Berry emphasized the true size of the deficit – it’s not even close to the $5.4 billion touted by the governor. That number assumes approval of almost $3 billion in new spending, unlikely, Berry says, given the slowing economy. It also assumes the state will do nothing to address the deficits, and will continue to carry them over, adding to them from year to year to year.
Long story short, depending on how you look at it, the real deficit is more in the $1B range – and still very, very serious. Berry’s suggested options to solve the problem are good, common sense – often anathema to career politicians. More on those solutions tomorrow.
Jo Egelhoff, FoxPolitics.net
COMMENTS
That's a nice graphic on the comment.

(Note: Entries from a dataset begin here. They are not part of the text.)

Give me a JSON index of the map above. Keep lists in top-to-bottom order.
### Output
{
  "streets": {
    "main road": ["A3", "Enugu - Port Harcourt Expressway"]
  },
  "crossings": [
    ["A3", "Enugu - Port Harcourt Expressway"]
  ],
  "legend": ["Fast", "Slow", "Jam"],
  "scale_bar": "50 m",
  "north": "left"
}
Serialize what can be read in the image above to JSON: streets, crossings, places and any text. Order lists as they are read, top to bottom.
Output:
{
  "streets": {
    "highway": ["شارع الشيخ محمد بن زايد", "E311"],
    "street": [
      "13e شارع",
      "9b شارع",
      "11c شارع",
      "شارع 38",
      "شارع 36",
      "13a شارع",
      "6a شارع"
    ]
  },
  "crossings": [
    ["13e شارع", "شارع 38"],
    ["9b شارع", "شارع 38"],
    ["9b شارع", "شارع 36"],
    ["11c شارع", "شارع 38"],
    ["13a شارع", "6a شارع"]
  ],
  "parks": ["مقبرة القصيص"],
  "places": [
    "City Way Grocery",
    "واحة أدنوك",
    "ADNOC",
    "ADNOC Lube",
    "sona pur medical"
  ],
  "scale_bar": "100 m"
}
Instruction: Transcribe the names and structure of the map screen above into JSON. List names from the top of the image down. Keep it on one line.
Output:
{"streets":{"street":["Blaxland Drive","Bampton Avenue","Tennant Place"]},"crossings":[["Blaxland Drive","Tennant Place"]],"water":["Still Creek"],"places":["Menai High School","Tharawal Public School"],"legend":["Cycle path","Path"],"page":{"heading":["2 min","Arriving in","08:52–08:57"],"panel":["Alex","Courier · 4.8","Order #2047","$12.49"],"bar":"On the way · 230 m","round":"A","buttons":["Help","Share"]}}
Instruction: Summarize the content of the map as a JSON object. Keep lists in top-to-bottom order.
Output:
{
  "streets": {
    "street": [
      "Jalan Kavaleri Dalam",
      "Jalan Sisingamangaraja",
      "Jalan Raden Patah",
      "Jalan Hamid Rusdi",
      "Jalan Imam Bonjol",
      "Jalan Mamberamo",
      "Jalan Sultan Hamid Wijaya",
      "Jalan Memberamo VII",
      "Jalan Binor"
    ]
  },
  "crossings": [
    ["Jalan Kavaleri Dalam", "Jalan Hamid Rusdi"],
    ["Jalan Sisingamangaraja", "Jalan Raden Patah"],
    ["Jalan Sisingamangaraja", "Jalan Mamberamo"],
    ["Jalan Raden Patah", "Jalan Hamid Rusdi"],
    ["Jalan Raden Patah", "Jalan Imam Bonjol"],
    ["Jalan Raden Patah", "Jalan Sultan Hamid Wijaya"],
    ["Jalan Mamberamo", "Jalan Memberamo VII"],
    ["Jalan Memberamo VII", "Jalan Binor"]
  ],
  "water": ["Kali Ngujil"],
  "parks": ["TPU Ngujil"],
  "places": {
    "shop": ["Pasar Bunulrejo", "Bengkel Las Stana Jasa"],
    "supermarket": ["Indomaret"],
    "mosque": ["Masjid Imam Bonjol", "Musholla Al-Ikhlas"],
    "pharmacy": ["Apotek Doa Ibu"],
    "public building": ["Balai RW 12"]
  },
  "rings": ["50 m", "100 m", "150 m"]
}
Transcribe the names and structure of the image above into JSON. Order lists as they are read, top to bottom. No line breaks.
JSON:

And you've used it more than once.
How about this: See that ball and chain graphic as the tax code that keeps people down due to the taxes that go unpaid by corporations all the time.
How about collecting the back taxes owed on the increasing numbers of abandoned properties?
There is a precedent for this. I do not have the direct quote at hand but in California the state revoked 57,000 corporate charters on the basis of taxes owed. This means that
those corporations which failed to pay their fair share were eliminated.
Source: "Gangs Of America" (2003) by Ted Nace.
Then change the tax code to a progressive land-based rather than property based tax system such as Minnesota has. This means that the land rather than the property is taxed. Properties which have had an unimproved valuation for decades would not be permitted to allow abandoned properties to lie dormant and pay the 'holding cost' only at time of sale.
The tax bill will come due each year and every year. This would force the sale of properties rather than 'saving' revenue or make the improvements needed to make the property attractive to renters and tenants of various sorts.
This is not pie in the sky. It just takes public interest in making new rules. The priority would be putting the horse back in front of the cart and everyone including specially favored
corporate interests and tax dodgers to pull their fair share of the load.

Lon Ponschock (Tue Dec 09 12:48:29 2008)
Here is a citation which contains a correction to the previous comment. The citation comes from Gangs Of America by Ted Nace, page 205:
"As described in chapter 5 (of "Gangs Of America") charter revocation was not uncommon in nineteenth- century America. It remains a legal option in every state, and it is quite common for smaller corporations to be suspended by state authorities for failure to comply
with basic regulatory requirements. For example in fiscal year 2001 - 02 the state of California suspended the charters of fifty-eight thousand corporations for failure to pay
taxes or file proper statements. Once suspended, a California corporation may no longer do business or have access to the courts. It is effectively terminated."

Lon Ponschock (Wed Dec 10 09:55:55 2008)
Lon,do your statements negate the lack of budgeting by the State of Wisconsin, and what do the realities of Californian Corporate shortfalls have to do with Wisconsin, or do we paint with the biggest brush we can find to hide the real argument, the utter lack of fiscal responsibility by Wisconsin government, yeah throw Tommy in there.
None of that matters any longer, what are we going to do now to rectify the States paucity of reality based accounting? As a citizen who watches the cost of government rise without any visable attempt to mind spending except empty rhetoric, I demand that leadership pick up the reins and begin to direct the wagon around the huge ruts and potholes or will they remain reticent to act and break the axle that carries the load, the loyal citizens, the producers in the state?
The silence is deafening from Madison when the subject to impose GAAP accounting. Is that too much to ask for-just an attempt to deal with the reality we live in?